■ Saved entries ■
####

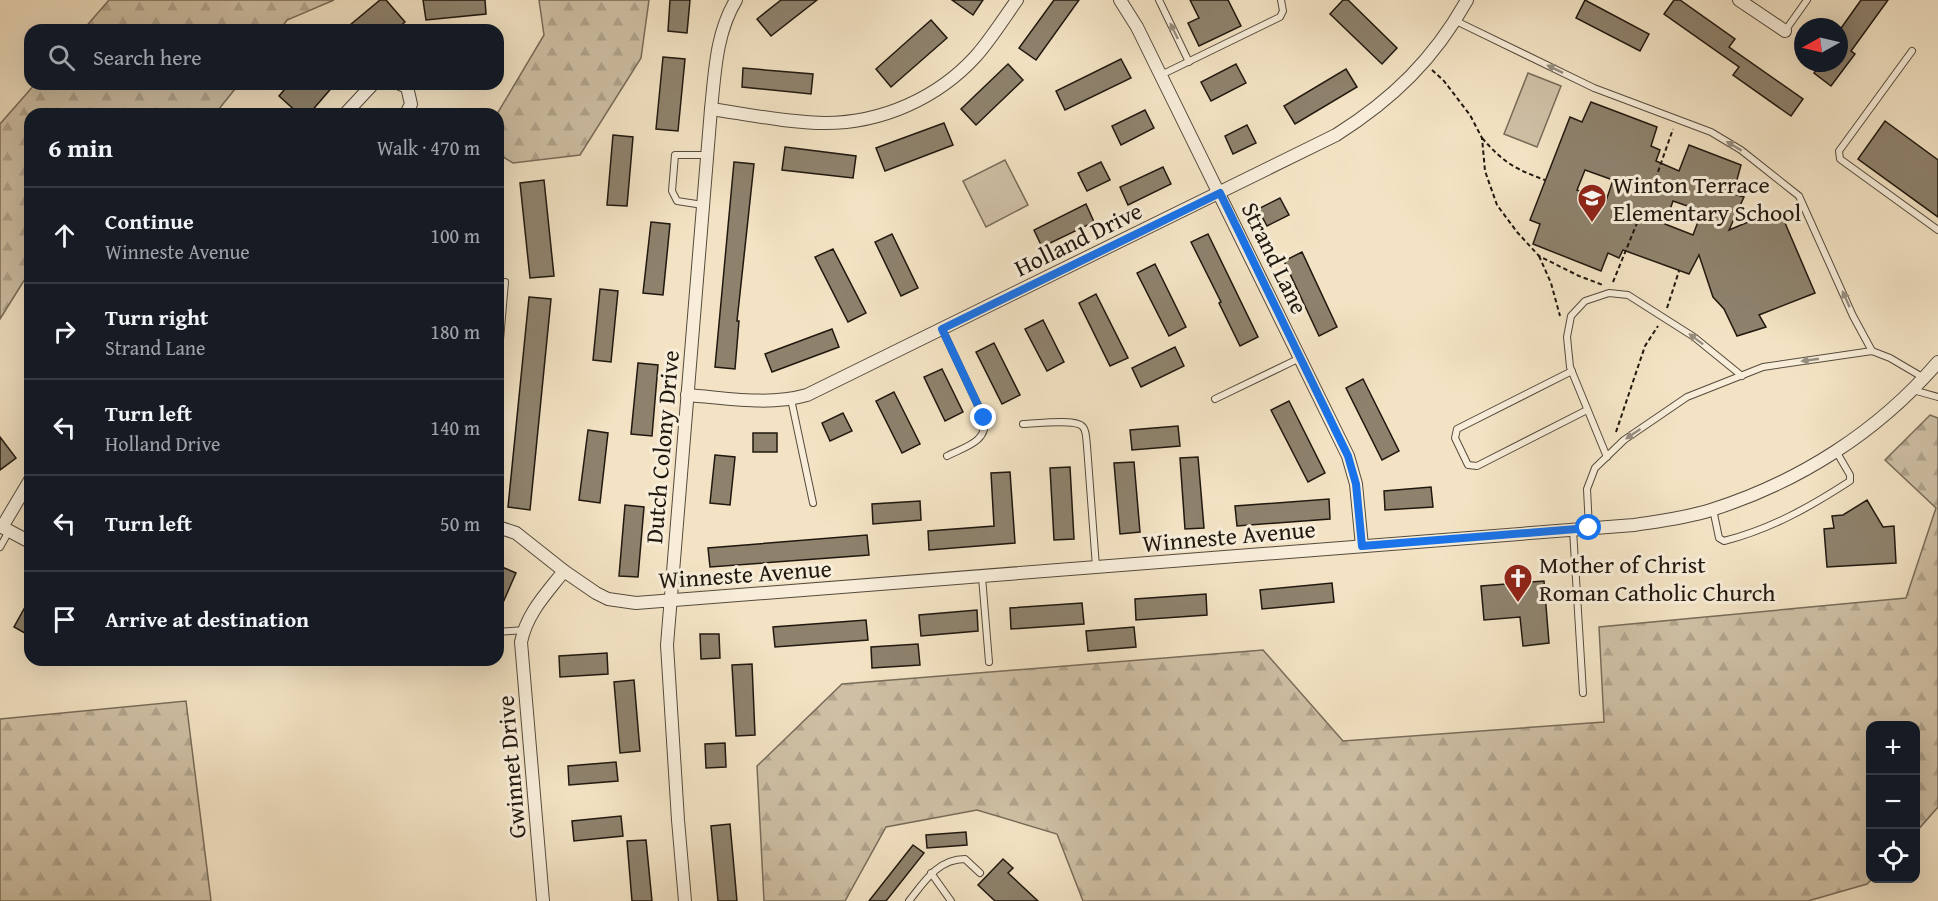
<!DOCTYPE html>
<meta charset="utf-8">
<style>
body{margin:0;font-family:"Gentium Book Plus",serif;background:#242831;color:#f1f3f6}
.controls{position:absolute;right:18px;bottom:18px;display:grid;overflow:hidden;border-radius:12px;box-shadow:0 6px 24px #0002}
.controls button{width:54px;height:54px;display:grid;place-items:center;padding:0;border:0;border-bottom:2px solid #363941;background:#171b24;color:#f1f3f6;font:30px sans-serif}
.compass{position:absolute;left:1794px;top:18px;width:54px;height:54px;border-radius:50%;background:#171b24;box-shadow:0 6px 24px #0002;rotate:262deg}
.stop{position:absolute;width:18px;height:18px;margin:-14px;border:4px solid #1a73e8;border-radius:50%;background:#fff}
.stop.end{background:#1a73e8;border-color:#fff;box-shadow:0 2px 6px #0008}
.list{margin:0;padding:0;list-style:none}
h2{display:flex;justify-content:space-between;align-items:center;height:78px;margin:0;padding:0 24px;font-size:26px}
h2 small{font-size:20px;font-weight:400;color:#9ea1a6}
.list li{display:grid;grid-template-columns:39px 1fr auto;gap:18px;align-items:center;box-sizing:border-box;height:96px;padding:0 24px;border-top:2px solid #363941}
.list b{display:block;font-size:22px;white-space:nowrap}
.list p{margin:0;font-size:20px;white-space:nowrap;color:#9ea1a6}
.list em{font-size:20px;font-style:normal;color:#9ea1a6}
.icon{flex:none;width:33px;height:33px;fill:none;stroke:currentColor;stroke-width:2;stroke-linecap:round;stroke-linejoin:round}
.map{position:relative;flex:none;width:1938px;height:901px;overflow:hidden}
.search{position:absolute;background:#171b24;box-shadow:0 6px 24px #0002;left:24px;top:24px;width:480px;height:66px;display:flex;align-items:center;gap:15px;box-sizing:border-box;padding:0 21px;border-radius:18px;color:#9ea1a6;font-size:22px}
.panel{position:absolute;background:#171b24;box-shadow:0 6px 24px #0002;left:24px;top:108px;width:480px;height:558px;border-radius:18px}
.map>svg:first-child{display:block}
</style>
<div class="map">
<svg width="1938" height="901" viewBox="0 0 1938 901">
<defs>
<pattern id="forest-firs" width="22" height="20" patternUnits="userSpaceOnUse" patternTransform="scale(1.5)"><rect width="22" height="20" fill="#cfc0a5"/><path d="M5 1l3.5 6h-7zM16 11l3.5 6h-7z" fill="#b1a48d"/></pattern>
</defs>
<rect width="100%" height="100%" fill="#f3e3c4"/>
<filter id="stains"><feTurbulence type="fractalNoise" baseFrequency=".00333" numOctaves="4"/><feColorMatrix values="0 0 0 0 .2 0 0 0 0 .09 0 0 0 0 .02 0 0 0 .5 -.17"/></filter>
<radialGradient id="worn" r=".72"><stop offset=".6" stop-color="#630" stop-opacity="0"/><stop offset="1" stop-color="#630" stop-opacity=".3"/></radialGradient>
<!-- grass -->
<g fill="#cfc0a5" stroke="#786c5a" stroke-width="1.5">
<polygon points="1528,73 1561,86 1537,147 1504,134"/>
<polygon points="1005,160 1028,205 986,227 963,181"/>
</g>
<!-- forest -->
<g fill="url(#forest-firs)" stroke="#786c5a" stroke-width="1.5">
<polygon points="109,0 334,0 287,20 280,30 83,30"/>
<polygon points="539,0 649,0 641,58 580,155 513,163 498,154 497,114 544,35"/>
<polygon points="35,84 239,84 215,114 30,114 30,271 0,319 0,124"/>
<polygon points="1930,415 1938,418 1938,807 1916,832 1916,726 1870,726 1872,879 1867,884 1808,901 1083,901 1057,834 977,810 886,827 845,901 764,901 757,766 842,684 1263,650 1343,741 1604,722 1599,627 1906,598 1936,508 1885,460"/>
<polygon points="186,701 211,901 0,901 0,719"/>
</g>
<!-- building -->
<g fill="#8e826d" stroke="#20180f" stroke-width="1.5" fill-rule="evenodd">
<polygon points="380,0 386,0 405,22 396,30 344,30"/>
<polygon points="423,0 485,0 486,14 426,20"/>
<polygon points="670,0 690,0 687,33 668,31"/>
<polygon points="781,0 817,0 771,36 757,19"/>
<polygon points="952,0 983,0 973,15"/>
<polygon points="1054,0 1079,0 1036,60 1019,48"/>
<polygon points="1190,0 1228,0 1241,26 1199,46 1188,23 1199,18"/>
<polygon points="1343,0 1348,0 1397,48 1382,64 1330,14"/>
<polygon points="1585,0 1649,34 1640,51 1576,18"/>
<polygon points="1674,0 1680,0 1735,39 1729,47 1803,99 1791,116 1733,75 1739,67 1664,14"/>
<polygon points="1861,0 1888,0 1851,51 1855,54 1831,86 1814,73 1821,63 1839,63 1839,31"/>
<polygon points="931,20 947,38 891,87 876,69"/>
<polygon points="663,57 685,59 678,131 656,129"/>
<polygon points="1121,59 1131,78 1065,110 1056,91"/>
<polygon points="1008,64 1023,80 976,125 961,109"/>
<polygon points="1236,64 1246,83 1211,101 1201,82"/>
<polygon points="743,68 813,74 811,94 742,87"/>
<polygon points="1346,69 1357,87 1295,124 1284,106"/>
<polygon points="289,84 335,84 309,114 299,114 279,96"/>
<path d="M1591,102L1657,127L1651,146L1660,150L1656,161L1679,171L1689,145L1741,165L1733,194L1744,197L1729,230L1779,209L1815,293L1759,315L1766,327L1737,336L1724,309L1713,297L1699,255L1689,274L1623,250L1619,258L1608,253L1601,271L1533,244L1540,224L1530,220L1570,117L1582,122ZM1585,170L1613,180L1606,201L1577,190ZM1673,201L1702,211L1693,235L1665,224Z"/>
<polygon points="1145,110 1154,128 1121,145 1112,126"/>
<polygon points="1885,121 1938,160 1938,217 1858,159"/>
<polygon points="944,123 953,145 885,171 876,148"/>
<polygon points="1247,125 1256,143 1233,154 1225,136"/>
<polygon points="613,135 633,137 627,206 607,205"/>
<polygon points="785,147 856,156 853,178 782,170"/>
<polygon points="734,162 754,164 737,321 739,321 735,369 715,367"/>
<polygon points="1101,162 1110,180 1087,191 1078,173"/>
<polygon points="1163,167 1171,184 1128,205 1120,187"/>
<polygon points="544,180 554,276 530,278 520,183"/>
<polygon points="1280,198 1289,215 1267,226 1258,209"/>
<polygon points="1086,204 1094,222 1042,247 1034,230"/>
<polygon points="651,222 670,224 663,295 643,293"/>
<polygon points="892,234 918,288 901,296 875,242"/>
<polygon points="1208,234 1258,337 1240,346 1219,303 1221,302 1191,242"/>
<polygon points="833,249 866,313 848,322 815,257"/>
<polygon points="1302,252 1337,327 1319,336 1284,261"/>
<polygon points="1155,264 1186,327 1169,336 1137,273"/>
<polygon points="600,289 618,291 611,362 593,360"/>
<polygon points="1096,294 1128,358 1110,366 1079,303"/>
<polygon points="529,297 551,299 530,510 508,507"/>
<polygon points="1043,320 1064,362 1047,371 1025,329"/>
<polygon points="832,329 839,347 772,372 765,354"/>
<polygon points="994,343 1020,395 1002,404 976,352"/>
<polygon points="1175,347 1184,366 1141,387 1132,368"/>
<polygon points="638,363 658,365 652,436 631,434"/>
<polygon points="942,369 963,412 945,421 924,377"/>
<polygon points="1363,379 1399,451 1382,460 1346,388"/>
<polygon points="894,392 920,444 902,453 876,401"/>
<polygon points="1289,401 1325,473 1308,482 1271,410"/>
<polygon points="843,413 852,431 830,441 822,423"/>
<polygon points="1178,426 1180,446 1132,450 1130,430"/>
<polygon points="588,430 608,433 600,503 579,500"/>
<rect x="753" y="433" width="24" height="19"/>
<polygon points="0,437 16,458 0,470"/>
<polygon points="715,455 735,457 730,505 710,503"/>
<polygon points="1198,457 1204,528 1185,529 1180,458"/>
<polygon points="1134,462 1140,532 1120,534 1114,463"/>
<polygon points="1070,467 1074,539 1054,540 1050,468"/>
<polygon points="1010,472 1015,543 929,550 928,531 994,526 991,473"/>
<polygon points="1431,487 1433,507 1385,510 1384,491"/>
<polygon points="1329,499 1330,519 1237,526 1235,506"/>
<polygon points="1867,500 1883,527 1894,526 1896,563 1827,567 1824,529 1834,528 1832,516 1843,515"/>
<polygon points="920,501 921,520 873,524 872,504"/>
<polygon points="625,505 644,507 638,577 619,576"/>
<polygon points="867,535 869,555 710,567 708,548"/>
<polygon points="502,567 516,573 498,614 498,577"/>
<polygon points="1544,581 1549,643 1523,646 1520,617 1484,620 1481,586"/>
<polygon points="1332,583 1334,602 1262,609 1260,590"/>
<polygon points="1206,594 1207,615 1136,620 1135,599"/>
<polygon points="30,598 30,636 14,627"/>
<polygon points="1082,603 1084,624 1011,629 1010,608"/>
<polygon points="977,610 978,631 921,636 919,615"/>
<polygon points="866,620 868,640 775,647 773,627"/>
<polygon points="1134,627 1136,647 1088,651 1086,631"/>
<polygon points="700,634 719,634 720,658 701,659"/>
<polygon points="918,644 920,665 872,668 871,647"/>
<polygon points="607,653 608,674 560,677 559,656"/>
<polygon points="752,664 755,735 736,736 732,665"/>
<polygon points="634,680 640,751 620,753 614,682"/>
<polygon points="725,743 726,767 706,768 705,744"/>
<polygon points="616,762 618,781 569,785 568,766"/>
<polygon points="621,816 623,836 574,841 572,821"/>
<polygon points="730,824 737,901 718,901 711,826"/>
<polygon points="966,832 967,845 927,848 926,835"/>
<polygon points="646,840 652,901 632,901 627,841"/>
<polygon points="913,845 924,853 886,901 869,901"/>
<polygon points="1003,859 1013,868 1008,873 1038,901 995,901 978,885"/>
</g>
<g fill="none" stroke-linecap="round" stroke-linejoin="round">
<!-- lane casing -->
<g stroke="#554b3c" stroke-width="8">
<g id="lane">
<polyline points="1159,0 1189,62"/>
<polyline points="1456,21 1594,88 1711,132 1741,150 1799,196 1853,316 1872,351"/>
<polyline points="1785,31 1807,0"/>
<polyline points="1912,51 1839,151 1840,159 1938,230"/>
<polyline points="1161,75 1280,17 1283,11 1281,0"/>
<polyline points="703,205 677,201 672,191 675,155 707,155"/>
<path d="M942,329L984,418C989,442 964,447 947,456"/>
<polyline points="498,363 505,282"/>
<polyline points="1572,371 1457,429 1455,438 1468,465 1477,466 1587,410"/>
<polyline points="1913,390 1938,397"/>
<polyline points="791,399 813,503"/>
<polyline points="1215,399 1300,358"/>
<path d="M1023,424C1035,424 1076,418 1083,427C1087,432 1086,440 1087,446L1096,567"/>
<polyline points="1607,457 1570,367 1567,337 1571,316 1585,301 1609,293 1628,295 1694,337 1742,376"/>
<path d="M1713,509L1719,538L1724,541C1771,529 1810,507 1850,481V475L1836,451"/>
<polyline points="1589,528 1587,489 1595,468 1624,440 1687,397 1763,367 1872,351 1890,358 1924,378"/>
<polyline points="1573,530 1583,693"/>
<polyline points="0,547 9,531"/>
<polyline points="982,577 989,662"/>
<polyline points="498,632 524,630"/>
<polyline points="931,873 951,901"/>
<path d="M909,901C924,882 938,859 965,859L980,873"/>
</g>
</g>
<!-- street casing -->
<g stroke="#554b3c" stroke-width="14">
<g id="street">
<polyline points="1120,0 1137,27 1348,456 1356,484 1362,546"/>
<polyline points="1739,0 1785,31"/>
<polyline points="400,84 407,87 411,104 406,114"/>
<path d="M711,109C746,114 789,123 825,123C882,123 938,98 976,56C991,39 1004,18 1017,0"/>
<polyline points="345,114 373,84"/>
<path d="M687,395C728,398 768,406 807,395L1336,135C1393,99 1434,59 1467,0"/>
<polyline points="0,526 30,542"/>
<polyline points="2,527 30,480"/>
<path d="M498,527L516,533L564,571L596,593L608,599L636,603L1634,525C1660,521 1686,518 1711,510C1799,482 1878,432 1938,362"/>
<path d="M543,901L521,642C527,613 546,594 564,571"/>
<path d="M685,901L678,820L667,645L711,109C715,72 716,33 736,0"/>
</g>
</g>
<!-- path -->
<g stroke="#20180f" stroke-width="2" stroke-dasharray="4.5 3" stroke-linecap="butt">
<polyline points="1432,70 1444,81 1470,115 1482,138 1485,171 1497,205 1517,232 1539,256 1579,276 1603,285"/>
<path d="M1482,138C1504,163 1515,169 1545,180"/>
<polyline points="1653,186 1673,129"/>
<polyline points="1539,256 1551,283 1560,316"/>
<polyline points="1613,282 1637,223"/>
<polyline points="1667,308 1679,271"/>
<polyline points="1616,432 1645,346 1658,326"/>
</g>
<!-- lane -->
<use href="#lane" stroke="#f7edd9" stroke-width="6"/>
<!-- street -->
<use href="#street" stroke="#f7edd9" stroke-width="12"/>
</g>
<!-- one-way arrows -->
<defs><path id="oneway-solid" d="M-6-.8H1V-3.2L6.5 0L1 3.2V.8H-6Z" transform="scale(1.5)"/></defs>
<g fill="#968d7e">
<use href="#oneway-solid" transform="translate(1174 31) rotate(-116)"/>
<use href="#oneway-solid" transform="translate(1555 69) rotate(-154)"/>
<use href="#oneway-solid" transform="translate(1734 146) rotate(-149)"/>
<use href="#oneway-solid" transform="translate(1846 299) rotate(-114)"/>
<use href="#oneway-solid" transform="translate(1696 339) rotate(-143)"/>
<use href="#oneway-solid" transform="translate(1810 360) rotate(172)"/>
<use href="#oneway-solid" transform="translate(1633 434) rotate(146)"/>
</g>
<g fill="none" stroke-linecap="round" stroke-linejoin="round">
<!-- route -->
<polyline stroke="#1a73e8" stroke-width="8" points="984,418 942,329 1220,193 1348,456 1356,484 1362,546 1589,528"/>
</g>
<!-- icons -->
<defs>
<g id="school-pin" transform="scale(1.5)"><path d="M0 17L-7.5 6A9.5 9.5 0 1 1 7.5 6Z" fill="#8f2418" stroke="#f7edd9"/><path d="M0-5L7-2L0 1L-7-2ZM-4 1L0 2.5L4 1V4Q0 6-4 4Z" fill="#fff"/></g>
<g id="church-pin" transform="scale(1.5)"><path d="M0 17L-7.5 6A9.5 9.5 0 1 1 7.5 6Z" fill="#8f2418" stroke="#f7edd9"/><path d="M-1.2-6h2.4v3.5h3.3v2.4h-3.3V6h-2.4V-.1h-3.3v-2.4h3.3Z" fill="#fff"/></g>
</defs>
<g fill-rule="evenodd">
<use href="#school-pin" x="1592" y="198"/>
<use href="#church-pin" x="1518" y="578"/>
</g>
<g text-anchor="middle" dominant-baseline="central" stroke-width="6" stroke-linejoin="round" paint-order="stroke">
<!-- poi labels -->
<g font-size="24" fill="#20180f" stroke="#f7edd9" text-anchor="start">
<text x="1613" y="184">Winton Terrace<tspan x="1613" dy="28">Elementary School</tspan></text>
<text x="1539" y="564">Mother of Christ<tspan x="1539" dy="28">Roman Catholic Church</tspan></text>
</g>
<!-- street labels -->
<g font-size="24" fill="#20180f" stroke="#f7edd9">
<text transform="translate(1078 239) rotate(-26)">Holland Drive</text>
<text transform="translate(1275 258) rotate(64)">Strand Lane</text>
<text transform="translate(662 447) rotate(-85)">Dutch Colony Drive</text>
<text transform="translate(1229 536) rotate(-5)">Winneste Avenue</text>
<text transform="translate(745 574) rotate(-4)">Winneste Avenue</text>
<text transform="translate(511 767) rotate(-95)">Gwinnet Drive</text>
</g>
</g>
<rect width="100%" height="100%" filter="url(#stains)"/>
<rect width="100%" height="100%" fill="url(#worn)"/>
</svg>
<div class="controls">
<button>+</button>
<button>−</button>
<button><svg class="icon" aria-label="locate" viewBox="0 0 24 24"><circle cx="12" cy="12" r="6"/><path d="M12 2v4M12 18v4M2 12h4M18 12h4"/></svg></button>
</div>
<svg class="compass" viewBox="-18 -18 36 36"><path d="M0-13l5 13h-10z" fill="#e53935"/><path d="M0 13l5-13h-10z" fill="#9ea1a6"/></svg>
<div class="stop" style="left:1589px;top:528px"></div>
<div class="stop end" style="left:984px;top:418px"></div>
<div class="search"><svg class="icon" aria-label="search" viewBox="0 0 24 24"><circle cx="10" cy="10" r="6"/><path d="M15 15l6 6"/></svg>Search here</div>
<section class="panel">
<h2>6 min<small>Walk · 470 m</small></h2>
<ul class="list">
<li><svg class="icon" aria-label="ahead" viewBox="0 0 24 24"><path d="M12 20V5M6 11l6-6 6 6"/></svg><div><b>Continue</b><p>Winneste Avenue</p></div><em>100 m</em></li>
<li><svg class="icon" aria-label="right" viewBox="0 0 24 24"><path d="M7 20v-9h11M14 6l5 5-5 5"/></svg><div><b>Turn right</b><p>Strand Lane</p></div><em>180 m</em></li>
<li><svg class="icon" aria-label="left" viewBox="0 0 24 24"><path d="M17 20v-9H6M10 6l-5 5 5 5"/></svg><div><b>Turn left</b><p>Holland Drive</p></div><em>140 m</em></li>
<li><svg class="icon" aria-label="left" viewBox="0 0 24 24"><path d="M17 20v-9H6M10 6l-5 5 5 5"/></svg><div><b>Turn left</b></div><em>50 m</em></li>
<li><svg class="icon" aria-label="arrive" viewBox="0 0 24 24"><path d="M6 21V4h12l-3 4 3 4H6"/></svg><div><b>Arrive at destination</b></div></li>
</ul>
</section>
</div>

####

■ What to produce ■
Your task is to return each line of the data above that contains the string "bottom".

■ Expected answer ■
.controls{position:absolute;right:18px;bottom:18px;display:grid;overflow:hidden;border-radius:12px;box-shadow:0 6px 24px #0002}
.controls button{width:54px;height:54px;display:grid;place-items:center;padding:0;border:0;border-bottom:2px solid #363941;background:#171b24;color:#f1f3f6;font:30px sans-serif}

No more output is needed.